Task objective.
Return the records exactly, from the first line through the "width:45px; height:45px; display:grid;" line.

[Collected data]
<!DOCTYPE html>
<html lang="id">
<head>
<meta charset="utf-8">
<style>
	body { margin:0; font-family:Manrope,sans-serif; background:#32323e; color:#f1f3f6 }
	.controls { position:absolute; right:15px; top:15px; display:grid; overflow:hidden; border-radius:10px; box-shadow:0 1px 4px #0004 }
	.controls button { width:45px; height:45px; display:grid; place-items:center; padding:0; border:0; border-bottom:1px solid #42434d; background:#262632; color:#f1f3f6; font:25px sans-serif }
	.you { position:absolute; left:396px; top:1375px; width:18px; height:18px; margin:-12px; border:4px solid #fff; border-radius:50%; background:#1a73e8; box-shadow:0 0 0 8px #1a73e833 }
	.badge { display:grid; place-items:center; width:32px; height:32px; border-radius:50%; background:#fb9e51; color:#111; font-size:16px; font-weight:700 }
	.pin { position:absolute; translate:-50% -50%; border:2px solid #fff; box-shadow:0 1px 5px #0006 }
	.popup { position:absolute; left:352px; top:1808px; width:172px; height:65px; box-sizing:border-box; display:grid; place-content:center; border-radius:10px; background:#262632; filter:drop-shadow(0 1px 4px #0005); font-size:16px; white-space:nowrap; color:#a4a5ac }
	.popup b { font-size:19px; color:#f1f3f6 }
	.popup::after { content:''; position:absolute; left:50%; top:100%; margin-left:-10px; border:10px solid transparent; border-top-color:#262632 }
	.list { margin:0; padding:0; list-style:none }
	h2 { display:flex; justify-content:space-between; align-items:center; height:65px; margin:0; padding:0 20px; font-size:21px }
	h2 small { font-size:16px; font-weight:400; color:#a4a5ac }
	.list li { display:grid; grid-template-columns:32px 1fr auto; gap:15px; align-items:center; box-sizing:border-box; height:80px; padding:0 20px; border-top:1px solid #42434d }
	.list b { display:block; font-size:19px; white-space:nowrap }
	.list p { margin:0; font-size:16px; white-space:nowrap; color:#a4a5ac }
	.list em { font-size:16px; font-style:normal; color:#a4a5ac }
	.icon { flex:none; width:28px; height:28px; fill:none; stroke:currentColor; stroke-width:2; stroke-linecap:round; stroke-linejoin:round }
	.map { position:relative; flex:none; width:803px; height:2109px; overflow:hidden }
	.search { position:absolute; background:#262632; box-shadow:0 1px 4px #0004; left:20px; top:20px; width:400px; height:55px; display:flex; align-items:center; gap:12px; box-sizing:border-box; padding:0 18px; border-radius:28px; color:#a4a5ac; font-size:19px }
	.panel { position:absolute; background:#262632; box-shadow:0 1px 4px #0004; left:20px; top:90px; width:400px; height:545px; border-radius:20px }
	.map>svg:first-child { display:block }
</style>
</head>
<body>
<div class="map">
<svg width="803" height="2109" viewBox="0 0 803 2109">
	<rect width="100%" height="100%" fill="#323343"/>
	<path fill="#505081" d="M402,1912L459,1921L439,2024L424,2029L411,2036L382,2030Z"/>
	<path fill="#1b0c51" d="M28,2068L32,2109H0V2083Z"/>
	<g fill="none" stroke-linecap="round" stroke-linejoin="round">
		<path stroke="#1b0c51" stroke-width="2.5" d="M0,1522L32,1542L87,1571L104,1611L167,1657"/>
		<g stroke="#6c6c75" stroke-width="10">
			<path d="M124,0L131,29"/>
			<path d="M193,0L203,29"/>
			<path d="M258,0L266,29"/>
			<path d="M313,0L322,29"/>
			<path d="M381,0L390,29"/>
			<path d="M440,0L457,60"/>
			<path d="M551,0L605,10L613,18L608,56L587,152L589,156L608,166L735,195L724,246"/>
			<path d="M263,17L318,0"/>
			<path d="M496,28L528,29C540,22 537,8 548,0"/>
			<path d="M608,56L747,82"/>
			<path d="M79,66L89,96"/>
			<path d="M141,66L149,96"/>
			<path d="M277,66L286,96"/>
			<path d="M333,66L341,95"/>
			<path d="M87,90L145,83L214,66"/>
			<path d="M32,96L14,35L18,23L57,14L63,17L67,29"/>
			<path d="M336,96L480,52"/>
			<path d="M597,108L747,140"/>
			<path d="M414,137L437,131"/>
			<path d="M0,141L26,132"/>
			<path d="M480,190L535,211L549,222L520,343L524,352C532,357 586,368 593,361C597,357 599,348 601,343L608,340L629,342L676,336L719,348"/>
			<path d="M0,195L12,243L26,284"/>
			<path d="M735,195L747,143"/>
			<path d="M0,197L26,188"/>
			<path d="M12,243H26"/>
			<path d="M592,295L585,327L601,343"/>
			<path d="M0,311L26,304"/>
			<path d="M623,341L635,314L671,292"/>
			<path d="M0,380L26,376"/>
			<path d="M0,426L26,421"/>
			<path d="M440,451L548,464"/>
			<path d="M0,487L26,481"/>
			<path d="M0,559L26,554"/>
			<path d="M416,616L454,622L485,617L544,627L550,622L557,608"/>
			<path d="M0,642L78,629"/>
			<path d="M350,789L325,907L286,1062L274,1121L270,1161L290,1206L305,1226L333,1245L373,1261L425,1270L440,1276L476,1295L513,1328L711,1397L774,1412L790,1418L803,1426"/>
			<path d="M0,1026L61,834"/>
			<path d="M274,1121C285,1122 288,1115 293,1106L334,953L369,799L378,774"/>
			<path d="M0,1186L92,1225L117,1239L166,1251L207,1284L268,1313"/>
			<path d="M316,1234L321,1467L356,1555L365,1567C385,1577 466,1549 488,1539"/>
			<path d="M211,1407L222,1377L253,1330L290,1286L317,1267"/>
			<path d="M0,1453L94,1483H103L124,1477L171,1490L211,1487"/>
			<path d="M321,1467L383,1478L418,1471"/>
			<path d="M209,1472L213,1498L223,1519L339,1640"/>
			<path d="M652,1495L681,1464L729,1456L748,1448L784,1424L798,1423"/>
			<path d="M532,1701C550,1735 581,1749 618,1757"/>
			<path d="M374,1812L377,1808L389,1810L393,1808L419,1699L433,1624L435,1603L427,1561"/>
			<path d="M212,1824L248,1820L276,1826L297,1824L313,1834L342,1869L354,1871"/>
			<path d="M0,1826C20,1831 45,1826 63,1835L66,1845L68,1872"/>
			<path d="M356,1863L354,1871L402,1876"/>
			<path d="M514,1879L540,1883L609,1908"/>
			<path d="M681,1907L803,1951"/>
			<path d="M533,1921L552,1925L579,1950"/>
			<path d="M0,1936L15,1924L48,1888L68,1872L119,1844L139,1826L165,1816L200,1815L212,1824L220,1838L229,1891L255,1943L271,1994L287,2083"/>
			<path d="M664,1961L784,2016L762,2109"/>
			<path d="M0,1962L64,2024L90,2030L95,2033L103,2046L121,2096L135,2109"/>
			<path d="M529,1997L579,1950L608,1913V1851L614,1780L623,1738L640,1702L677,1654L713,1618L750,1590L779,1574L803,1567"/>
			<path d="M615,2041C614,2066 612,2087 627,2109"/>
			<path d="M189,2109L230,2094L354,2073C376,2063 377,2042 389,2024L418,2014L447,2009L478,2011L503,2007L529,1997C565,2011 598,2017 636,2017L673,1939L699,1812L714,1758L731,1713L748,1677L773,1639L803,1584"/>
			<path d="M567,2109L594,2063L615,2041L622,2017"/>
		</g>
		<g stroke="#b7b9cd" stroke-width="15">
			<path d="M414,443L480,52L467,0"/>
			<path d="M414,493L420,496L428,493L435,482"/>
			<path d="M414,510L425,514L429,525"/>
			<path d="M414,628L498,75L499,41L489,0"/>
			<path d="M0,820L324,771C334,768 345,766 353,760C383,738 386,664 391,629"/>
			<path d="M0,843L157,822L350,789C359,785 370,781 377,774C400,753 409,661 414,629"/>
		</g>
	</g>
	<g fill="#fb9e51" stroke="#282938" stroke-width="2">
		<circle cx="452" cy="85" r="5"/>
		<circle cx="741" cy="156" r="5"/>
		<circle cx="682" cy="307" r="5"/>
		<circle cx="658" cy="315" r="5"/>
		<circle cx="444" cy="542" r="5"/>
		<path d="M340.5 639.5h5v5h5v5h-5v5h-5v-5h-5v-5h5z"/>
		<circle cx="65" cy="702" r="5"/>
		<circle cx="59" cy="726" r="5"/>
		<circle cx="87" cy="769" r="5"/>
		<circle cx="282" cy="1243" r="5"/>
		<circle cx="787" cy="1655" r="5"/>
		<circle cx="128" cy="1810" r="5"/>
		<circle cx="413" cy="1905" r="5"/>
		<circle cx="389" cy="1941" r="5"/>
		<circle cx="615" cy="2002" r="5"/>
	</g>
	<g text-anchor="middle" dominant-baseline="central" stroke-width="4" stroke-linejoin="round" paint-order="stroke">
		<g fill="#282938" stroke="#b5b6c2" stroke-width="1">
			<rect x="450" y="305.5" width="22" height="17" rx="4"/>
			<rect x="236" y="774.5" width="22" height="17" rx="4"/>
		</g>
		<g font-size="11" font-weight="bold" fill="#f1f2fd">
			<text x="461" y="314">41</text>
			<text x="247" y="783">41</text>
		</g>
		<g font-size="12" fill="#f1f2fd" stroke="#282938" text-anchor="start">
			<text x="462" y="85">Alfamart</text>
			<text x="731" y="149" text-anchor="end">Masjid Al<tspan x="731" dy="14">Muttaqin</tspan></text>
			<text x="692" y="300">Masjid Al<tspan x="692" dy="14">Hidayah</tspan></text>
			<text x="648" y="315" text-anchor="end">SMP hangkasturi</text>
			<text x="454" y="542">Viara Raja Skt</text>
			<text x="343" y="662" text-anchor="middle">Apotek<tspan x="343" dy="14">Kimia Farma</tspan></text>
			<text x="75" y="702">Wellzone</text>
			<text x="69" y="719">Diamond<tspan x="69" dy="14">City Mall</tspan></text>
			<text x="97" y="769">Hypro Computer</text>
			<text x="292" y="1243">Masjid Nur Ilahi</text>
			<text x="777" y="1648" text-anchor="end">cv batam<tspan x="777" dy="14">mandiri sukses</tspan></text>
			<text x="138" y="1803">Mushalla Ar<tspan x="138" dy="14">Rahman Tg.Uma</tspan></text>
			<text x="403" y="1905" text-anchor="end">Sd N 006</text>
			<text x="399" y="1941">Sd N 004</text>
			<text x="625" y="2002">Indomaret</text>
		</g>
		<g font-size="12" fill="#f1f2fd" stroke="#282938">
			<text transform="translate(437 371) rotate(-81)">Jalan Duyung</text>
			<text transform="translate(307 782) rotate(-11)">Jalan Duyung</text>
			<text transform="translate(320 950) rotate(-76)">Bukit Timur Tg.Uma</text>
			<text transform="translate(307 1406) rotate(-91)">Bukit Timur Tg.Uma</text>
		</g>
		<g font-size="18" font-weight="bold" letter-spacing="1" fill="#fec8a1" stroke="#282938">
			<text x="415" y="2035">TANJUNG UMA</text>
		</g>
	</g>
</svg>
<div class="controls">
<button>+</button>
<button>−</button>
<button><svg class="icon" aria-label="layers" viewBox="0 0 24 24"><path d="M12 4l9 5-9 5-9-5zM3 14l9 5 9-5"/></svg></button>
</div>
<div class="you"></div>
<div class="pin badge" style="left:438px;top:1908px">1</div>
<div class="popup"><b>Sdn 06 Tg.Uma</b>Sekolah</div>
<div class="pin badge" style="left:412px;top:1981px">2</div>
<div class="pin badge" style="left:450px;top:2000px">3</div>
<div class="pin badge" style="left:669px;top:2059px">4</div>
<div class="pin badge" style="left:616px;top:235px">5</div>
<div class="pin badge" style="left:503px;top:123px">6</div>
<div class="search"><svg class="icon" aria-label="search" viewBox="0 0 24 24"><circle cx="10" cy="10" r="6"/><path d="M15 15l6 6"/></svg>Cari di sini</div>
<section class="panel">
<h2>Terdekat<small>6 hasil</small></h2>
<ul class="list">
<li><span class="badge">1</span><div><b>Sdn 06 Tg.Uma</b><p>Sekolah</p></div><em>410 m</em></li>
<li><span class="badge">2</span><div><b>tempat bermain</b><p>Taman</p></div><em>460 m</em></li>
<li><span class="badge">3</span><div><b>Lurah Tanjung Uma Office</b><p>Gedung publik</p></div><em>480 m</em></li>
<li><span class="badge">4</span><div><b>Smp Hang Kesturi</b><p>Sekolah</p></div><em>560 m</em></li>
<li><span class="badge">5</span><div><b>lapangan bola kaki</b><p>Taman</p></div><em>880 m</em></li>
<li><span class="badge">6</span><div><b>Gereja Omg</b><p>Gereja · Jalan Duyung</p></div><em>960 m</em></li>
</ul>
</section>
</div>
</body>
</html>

Response to the exercise.
<!DOCTYPE html>
<html lang="id">
<head>
<meta charset="utf-8">
<style>
	body { margin:0; font-family:Manrope,sans-serif; background:#32323e; color:#f1f3f6 }
	.controls { position:absolute; right:15px; top:15px; display:grid; overflow:hidden; border-radius:10px; box-shadow:0 1px 4px #0004 }
	.controls button { width:45px; height:45px; display:grid; place-items:center; padding:0; border:0; border-bottom:1px solid #42434d; background:#262632; color:#f1f3f6; font:25px sans-serif }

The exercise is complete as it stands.